Eumeles asintió. Se encontró apretando los puños.

—Diodoro es el más peligroso de todos. ¡Maldita sea! Pensaba que Estratocles iba a librarme de esos mocosos insolentes y se sus acaudalados partidarios. Son como una plaga de piojos tratando de derrotar a Aquiles. Apenas cabe considerarlos adversarios. Así pues, ¿vienen para acá?

Idomeneo releyó el rollo, resiguiendo el texto del papiro con el dedo.

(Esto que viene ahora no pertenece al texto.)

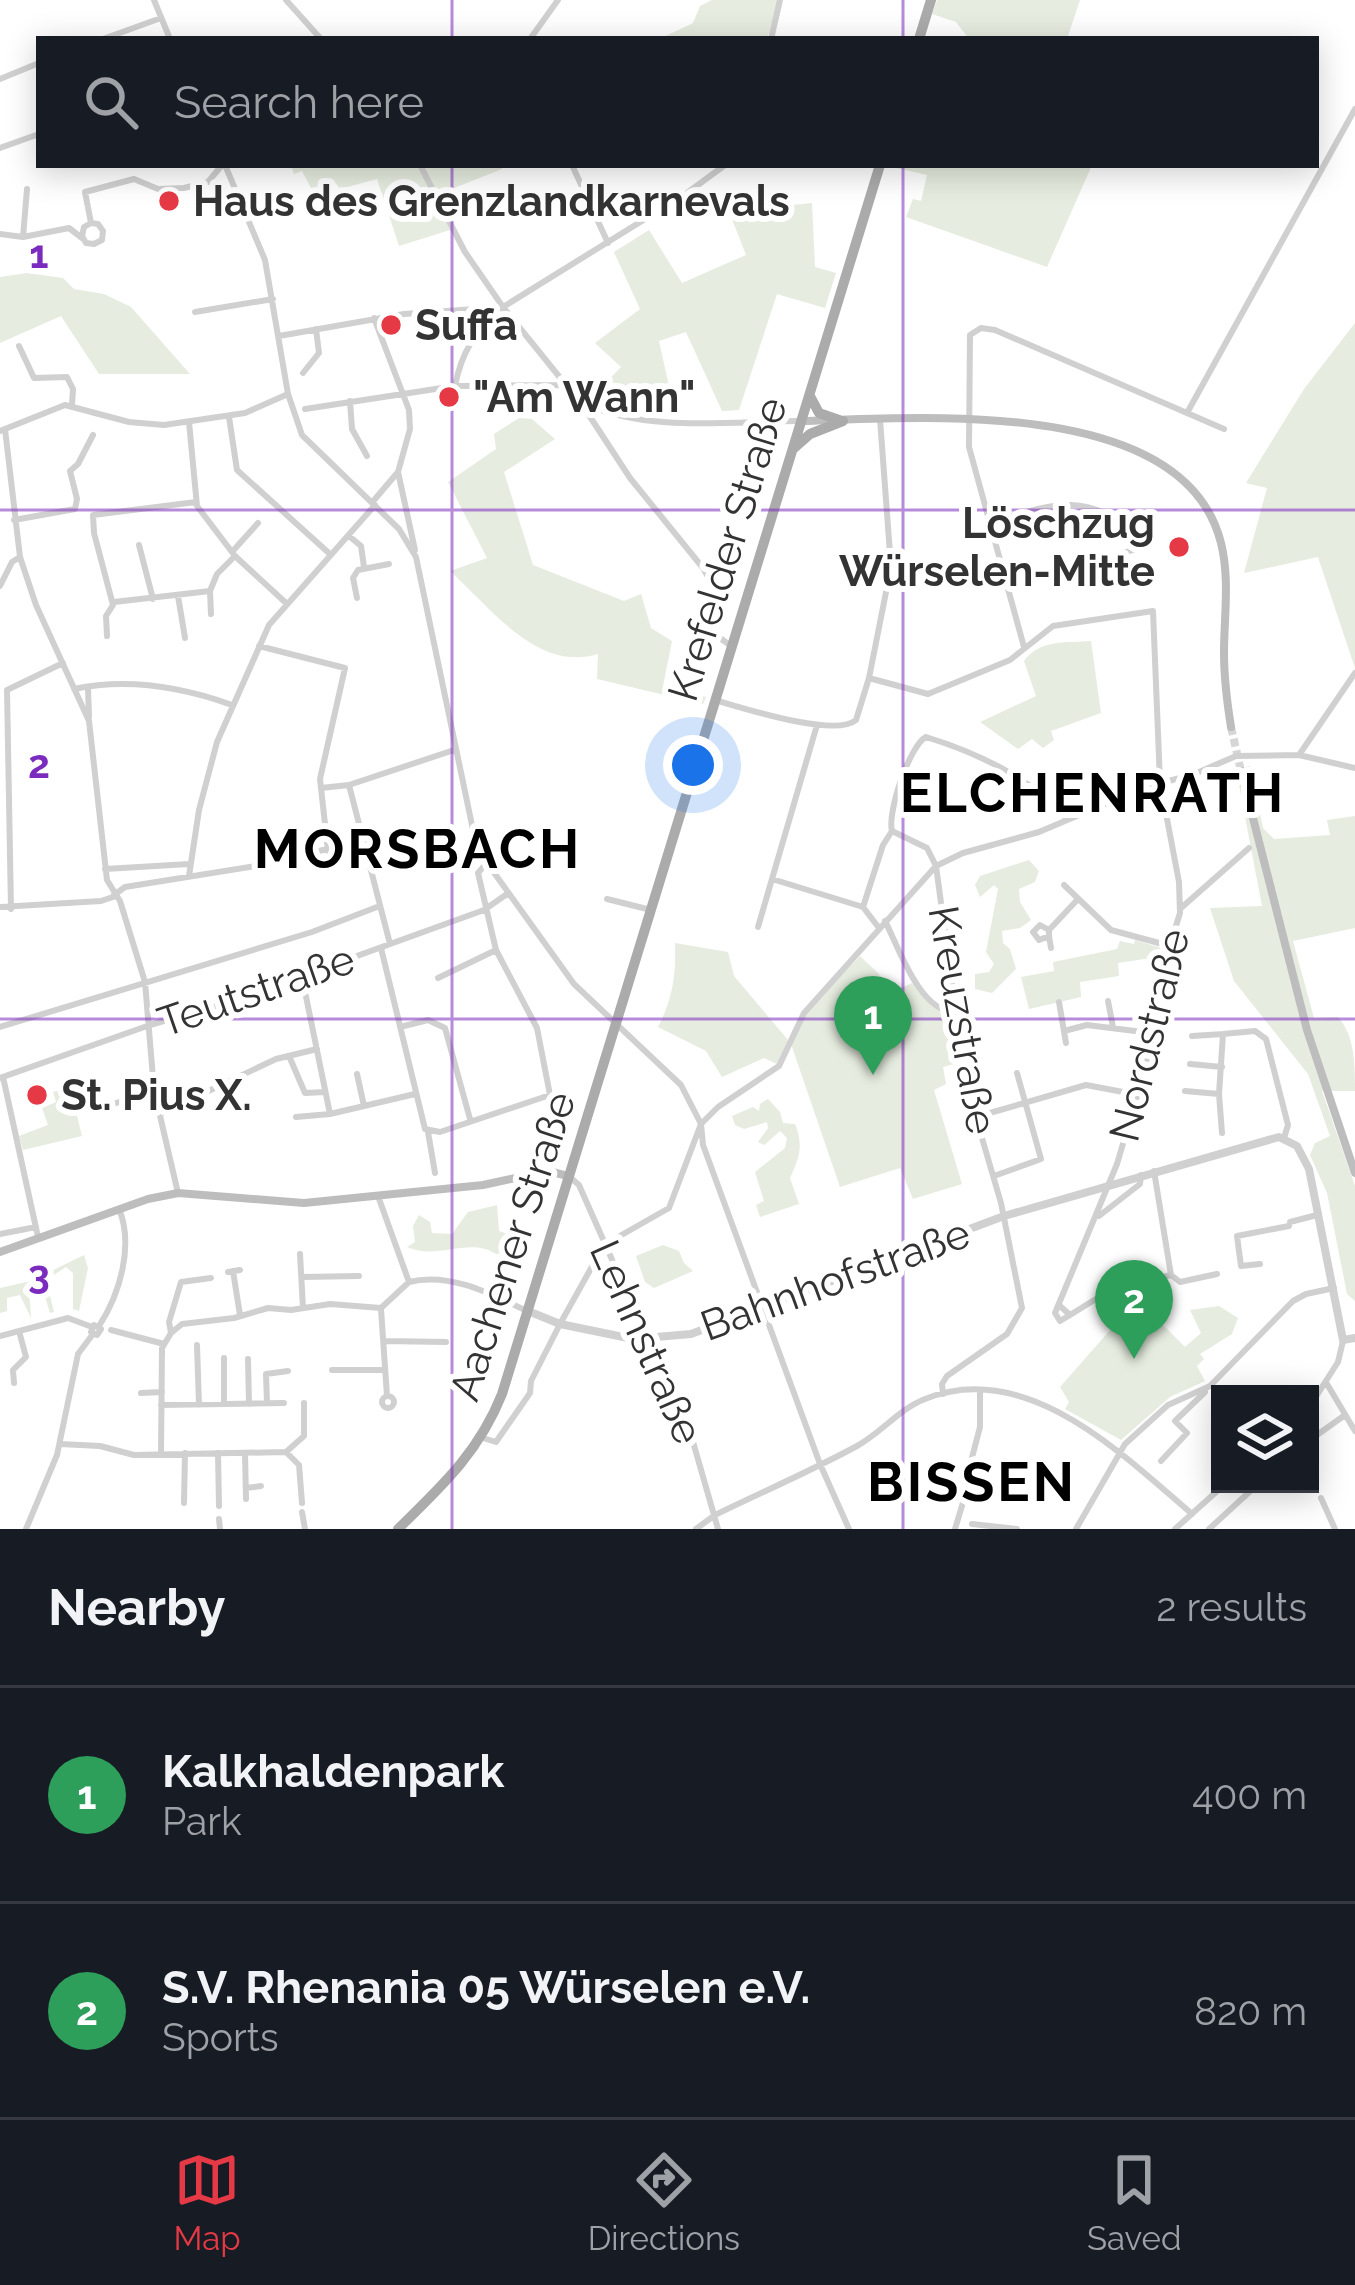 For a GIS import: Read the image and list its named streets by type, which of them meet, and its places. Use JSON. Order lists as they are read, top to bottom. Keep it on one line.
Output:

—Ares, dios de la guerra, ¡es posible que ya hayan zarpado!

—¿Por qué no hemos leído este rollo antes? —preguntó Eumeles.

—A ver… No, zarpan la semana que viene. Está contratando una escuadra de capitanes mercenarios, veteranos de Tolomeo.

Idomeneo sonrió.

—Tolomeo jamás ganará esta guerra si sigue deshaciéndose de sus soldados en cuanto gana una batalla —comentó Eumeles—. Es el contendiente más rico. ¿Por qué no mantiene unida su flota?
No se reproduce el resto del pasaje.